Claude was the threat. Booking made it the product.
Priceline built the new Penny on Claude, putting the agent at the front of its own booking funnel
Driving the news. On June 3, Priceline rolled out a rebuilt version of Penny, its travel assistant, with Anthropic's Claude wired into the company's own AI stack (Google Cloud and OpenAI handle search and voice). The pitch is agentic: one conversation from trip idea to booking, live maps, real-time inventory, a preference layer reading budget, loyalty tier, and trip purpose. Priceline is a Booking Holdings brand, and this is its first use of Claude in a consumer product. The detail that matters for hotels sits under the demo — the booking still closes inside Priceline's funnel, on Priceline's inventory and payment rails.
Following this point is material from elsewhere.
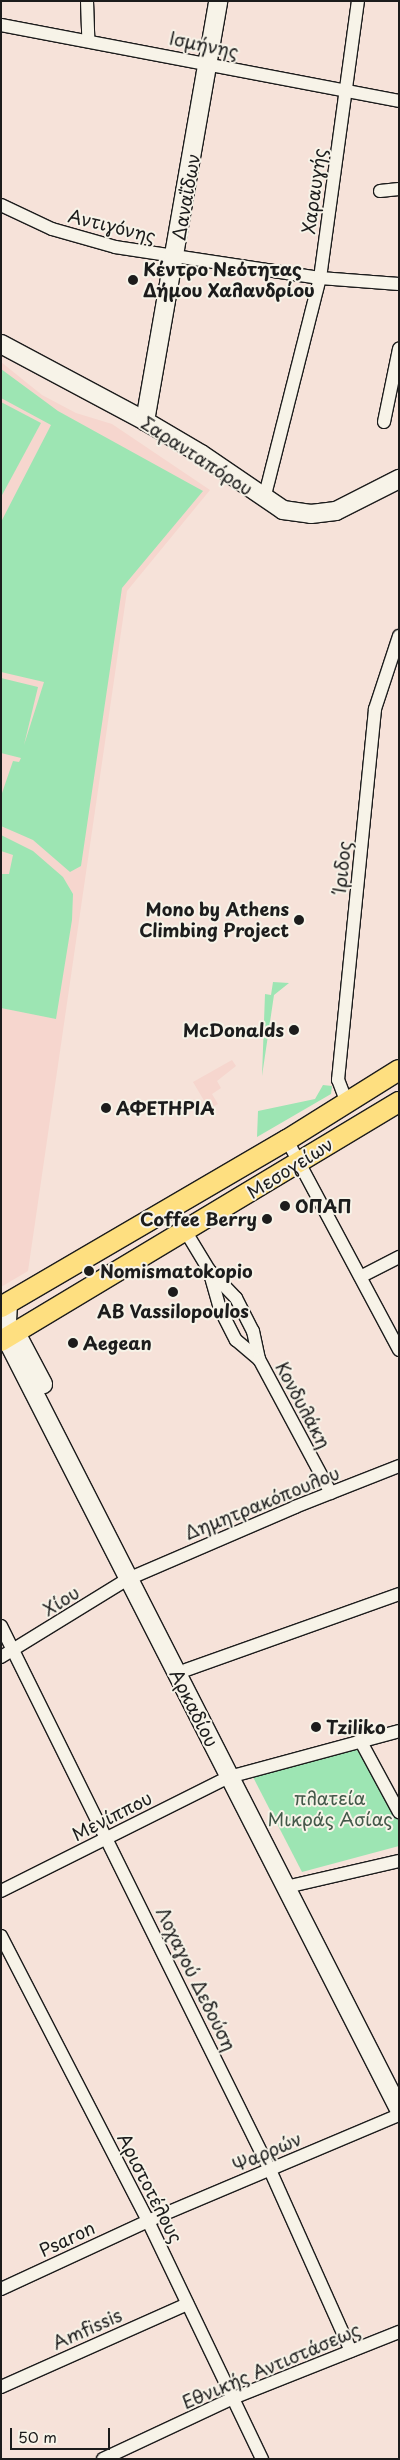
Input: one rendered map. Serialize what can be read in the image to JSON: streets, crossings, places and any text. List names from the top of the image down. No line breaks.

The fear. The same capability arrived this spring wearing the opposite face. In late April, Anthropic shipped connectors linking Claude straight to Booking.com, TripAdvisor, and Viator — the agent reaching past the OTA's website to the supply behind it, exactly the route-around the disintermediation thesis predicts. An AI that reads a traveler's intent, checks live inventory, compares prices, and books in one window is supposed to hollow out the middle. Penny is the middle, building that window itself.
The catch. The platform best placed to cut OTAs out tried, and stopped. OpenAI spent 2025 building native "buy now" checkout inside ChatGPT, then pulled it in March 2026 after travelers planned in chat and left to book somewhere familiar. Discovery moved to the model. The transaction didn't. Expedia and Booking.com now run as apps inside ChatGPT, closing the booking themselves — the agent out front, the operator still holding the till.
Why it matters for hotels. A seam runs between two layers. Discovery — the part a traveler does in a chat window — is migrating fast, and it's migrating onto agents the property doesn't own. The transaction — inventory, pricing that moves by the minute, payment across currencies, the refund when a flight cancels — keeps settling back onto whoever already holds it. Penny puts an OTA's agent at the front of an OTA's funnel: both layers, one owner. A hotel's revenue is captured at the transaction, not the conversation. Whose agent runs the conversation, and whose rails clear the booking, is what decides who keeps the guest.